Friday, December 22, 2017

The Protevangelium of James in the New York Times

'TIS THE SEASON: Away in a Manger... Or Under a Palm Tree? (Mustafa Akyol, New York Times).
A key Christian document that diverges from the gospels of Matthew and Luke on the Nativity is the Protevangelium of James — a “Gospel” that didn’t make it into the New Testament and thus remained “apocryphal.” Its purported author is James, the brother of Jesus, but scholars think that it was written generations later, sometime in the latter half of the second century. It is called a “protevangelium,” or “pre-Gospel,” because it highlights the life of the infant Jesus, which is not discussed much in the New Testament.

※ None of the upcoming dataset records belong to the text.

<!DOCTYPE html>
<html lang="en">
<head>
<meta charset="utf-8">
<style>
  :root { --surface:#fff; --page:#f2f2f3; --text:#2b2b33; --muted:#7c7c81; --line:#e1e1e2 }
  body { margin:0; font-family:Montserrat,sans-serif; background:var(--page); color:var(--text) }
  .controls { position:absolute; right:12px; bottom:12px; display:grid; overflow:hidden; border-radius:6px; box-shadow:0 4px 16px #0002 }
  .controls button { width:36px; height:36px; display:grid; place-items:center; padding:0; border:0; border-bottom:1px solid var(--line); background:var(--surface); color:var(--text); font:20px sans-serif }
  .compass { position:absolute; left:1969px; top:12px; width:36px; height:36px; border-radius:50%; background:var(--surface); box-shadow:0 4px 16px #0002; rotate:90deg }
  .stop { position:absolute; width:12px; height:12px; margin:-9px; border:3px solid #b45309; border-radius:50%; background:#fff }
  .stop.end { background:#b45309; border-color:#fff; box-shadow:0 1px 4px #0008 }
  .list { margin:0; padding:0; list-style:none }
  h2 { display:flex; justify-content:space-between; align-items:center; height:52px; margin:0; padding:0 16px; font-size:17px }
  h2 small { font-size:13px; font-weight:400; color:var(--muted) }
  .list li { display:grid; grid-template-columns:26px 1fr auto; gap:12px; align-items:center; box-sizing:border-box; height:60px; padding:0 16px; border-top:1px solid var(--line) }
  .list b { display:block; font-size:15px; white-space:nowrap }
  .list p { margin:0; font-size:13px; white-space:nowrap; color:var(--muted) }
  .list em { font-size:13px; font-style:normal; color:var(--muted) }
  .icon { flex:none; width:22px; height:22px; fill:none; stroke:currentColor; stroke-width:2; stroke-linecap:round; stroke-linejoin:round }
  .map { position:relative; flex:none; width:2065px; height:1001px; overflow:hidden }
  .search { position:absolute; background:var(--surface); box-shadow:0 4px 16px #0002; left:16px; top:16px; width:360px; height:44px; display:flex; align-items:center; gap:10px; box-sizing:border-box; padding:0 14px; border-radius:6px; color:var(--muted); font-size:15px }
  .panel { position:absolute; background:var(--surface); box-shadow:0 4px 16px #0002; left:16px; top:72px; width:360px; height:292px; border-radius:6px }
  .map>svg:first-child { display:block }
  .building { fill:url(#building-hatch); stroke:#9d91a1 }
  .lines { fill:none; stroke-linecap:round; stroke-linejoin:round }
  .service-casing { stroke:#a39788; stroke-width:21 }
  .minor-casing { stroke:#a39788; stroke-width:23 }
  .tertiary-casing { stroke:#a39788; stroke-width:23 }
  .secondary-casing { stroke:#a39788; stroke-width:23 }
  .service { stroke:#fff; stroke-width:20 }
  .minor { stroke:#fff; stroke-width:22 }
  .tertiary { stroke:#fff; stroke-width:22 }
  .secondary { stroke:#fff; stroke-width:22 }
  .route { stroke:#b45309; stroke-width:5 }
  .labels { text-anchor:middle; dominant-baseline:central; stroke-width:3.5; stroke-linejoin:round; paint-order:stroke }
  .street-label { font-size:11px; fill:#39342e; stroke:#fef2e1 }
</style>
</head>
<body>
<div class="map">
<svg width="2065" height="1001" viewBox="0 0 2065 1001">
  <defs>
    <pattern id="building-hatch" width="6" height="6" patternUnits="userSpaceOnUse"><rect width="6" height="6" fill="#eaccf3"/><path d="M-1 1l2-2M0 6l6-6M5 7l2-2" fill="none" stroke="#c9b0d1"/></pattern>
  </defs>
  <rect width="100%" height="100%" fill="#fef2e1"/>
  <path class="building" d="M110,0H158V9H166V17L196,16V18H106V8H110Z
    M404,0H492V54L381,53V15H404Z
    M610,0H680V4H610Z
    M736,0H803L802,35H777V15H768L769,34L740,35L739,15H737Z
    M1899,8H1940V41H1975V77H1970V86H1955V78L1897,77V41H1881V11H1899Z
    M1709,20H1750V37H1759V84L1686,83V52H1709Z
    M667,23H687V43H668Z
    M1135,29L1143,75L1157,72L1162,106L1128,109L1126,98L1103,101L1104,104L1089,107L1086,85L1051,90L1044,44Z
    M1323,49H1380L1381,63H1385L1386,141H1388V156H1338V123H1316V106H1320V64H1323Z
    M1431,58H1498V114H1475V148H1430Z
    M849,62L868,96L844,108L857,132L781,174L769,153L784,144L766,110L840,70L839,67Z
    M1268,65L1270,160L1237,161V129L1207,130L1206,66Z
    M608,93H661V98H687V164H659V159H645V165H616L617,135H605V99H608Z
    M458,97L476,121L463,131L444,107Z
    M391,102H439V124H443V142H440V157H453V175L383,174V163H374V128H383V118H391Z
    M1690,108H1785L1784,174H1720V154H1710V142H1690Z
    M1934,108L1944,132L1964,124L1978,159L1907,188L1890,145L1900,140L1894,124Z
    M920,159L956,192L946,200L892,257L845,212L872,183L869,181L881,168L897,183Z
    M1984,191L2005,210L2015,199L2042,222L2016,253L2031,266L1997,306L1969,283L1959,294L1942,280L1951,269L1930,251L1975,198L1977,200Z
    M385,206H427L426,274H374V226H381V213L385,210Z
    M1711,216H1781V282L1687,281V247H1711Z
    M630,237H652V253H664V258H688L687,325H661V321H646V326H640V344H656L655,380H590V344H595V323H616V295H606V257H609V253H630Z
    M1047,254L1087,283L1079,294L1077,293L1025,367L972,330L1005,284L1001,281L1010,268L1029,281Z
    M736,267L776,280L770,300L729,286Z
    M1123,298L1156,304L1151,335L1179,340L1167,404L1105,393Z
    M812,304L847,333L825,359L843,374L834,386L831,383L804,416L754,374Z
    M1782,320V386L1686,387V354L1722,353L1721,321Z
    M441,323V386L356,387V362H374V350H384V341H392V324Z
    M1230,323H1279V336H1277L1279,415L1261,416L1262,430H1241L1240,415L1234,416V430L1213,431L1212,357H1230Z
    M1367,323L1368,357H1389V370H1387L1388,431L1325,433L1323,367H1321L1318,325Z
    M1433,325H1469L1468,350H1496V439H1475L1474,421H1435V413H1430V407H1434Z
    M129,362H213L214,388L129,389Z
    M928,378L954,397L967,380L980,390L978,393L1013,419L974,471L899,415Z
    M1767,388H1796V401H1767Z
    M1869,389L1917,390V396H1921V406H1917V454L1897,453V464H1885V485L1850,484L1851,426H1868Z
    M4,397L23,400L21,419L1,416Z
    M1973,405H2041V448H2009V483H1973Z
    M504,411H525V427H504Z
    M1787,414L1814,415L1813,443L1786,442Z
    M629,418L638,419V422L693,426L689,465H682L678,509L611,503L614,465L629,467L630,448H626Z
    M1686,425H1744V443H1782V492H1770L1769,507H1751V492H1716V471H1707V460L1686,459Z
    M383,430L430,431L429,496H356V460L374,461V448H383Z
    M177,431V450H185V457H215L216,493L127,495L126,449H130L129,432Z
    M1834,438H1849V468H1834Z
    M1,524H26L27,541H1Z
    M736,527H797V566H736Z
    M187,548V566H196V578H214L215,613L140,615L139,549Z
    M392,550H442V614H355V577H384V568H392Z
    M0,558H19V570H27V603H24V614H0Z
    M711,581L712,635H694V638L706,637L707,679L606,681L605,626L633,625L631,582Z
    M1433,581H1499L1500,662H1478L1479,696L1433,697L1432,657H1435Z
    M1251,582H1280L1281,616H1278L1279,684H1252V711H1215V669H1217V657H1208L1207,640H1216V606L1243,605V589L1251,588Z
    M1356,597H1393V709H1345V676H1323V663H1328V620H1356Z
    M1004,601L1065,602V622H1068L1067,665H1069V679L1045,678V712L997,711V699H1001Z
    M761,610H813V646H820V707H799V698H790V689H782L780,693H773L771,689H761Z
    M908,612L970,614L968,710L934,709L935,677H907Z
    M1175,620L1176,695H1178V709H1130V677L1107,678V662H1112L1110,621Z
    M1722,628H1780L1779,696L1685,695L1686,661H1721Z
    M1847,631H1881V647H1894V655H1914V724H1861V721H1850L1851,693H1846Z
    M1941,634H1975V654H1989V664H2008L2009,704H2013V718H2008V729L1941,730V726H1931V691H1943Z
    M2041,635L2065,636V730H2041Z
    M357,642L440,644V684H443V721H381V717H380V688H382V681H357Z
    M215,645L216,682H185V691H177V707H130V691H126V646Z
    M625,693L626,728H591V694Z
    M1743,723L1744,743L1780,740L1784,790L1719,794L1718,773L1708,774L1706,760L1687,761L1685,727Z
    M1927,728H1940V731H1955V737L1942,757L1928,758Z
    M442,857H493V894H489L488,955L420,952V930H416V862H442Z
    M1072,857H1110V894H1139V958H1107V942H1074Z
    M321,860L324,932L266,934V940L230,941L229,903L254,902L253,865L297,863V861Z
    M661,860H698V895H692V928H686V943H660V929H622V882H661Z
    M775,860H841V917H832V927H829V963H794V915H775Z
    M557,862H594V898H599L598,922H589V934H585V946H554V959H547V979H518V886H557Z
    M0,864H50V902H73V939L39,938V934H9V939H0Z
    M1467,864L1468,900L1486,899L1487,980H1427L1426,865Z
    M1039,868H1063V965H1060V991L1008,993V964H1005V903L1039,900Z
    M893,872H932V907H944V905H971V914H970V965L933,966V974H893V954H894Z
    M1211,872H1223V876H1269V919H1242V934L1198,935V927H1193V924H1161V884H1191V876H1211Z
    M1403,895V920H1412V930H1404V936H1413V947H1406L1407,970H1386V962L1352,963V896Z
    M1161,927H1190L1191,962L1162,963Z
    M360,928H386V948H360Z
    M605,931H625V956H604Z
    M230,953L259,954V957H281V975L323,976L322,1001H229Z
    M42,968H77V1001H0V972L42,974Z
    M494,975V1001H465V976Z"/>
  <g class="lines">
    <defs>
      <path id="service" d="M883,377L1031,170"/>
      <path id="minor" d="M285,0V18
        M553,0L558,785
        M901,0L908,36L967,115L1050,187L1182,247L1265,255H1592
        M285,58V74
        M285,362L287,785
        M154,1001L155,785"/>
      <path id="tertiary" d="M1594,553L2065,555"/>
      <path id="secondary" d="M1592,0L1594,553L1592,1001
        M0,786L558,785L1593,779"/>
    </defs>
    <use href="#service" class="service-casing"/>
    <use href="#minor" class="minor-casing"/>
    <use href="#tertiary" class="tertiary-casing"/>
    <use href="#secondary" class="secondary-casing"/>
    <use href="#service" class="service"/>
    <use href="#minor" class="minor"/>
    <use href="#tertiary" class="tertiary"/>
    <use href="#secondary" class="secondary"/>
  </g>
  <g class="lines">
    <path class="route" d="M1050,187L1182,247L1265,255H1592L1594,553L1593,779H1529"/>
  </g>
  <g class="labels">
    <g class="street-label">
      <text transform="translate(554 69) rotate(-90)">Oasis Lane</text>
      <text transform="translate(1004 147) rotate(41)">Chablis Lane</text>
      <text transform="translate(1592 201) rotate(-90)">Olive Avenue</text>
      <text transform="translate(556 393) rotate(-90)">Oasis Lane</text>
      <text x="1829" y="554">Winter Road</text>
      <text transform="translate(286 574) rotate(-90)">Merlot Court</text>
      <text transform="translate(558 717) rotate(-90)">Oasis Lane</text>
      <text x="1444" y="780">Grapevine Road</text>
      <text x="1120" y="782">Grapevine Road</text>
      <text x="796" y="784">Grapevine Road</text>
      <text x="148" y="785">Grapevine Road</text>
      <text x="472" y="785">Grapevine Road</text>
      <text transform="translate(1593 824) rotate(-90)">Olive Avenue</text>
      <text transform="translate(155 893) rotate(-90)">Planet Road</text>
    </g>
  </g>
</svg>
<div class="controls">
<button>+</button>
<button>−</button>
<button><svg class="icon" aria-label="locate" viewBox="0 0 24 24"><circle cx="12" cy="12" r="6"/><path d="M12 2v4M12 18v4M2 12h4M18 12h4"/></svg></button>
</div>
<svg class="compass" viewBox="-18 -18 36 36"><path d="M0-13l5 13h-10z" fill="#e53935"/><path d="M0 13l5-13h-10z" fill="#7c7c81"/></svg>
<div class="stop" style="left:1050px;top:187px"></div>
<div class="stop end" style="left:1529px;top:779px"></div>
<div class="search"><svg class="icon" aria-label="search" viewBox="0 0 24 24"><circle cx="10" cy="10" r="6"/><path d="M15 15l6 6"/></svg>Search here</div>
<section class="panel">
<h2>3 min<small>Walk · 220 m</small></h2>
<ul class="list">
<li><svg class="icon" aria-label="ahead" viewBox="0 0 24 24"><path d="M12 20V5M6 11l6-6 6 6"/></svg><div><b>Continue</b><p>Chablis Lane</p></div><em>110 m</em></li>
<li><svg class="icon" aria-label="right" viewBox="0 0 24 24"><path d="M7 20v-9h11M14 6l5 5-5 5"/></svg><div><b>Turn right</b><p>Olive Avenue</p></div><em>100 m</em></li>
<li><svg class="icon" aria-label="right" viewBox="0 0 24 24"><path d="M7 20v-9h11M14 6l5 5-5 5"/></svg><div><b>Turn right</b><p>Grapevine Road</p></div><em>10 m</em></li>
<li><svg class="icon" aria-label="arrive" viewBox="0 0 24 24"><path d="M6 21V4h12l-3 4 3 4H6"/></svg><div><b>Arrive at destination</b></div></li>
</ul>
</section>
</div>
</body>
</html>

In the Protevangelium, we read that Jesus was born not in Bethlehem but somewhere in the “desert” between Bethlehem and Jerusalem. Mary, according to this story, went into labor while riding between the towns. Her husband, Joseph, found a nearby “cave” for her and went out to Bethlehem to find a “Hebrew midwife.” When Joseph returned with her, Jesus was born. “My soul has been magnified this day,” the midwife said, according to James’s account, “because my eyes have seen strange things, because salvation has been brought forth to Israel.”
Cross-file under New Testament Apocrypha Watch. For more on the Protevangelium of James, see here.

As the author of the article notes, the Qur'an also has a variant account of the birth of Jesus which may have some overlap with the Protevangelium of James.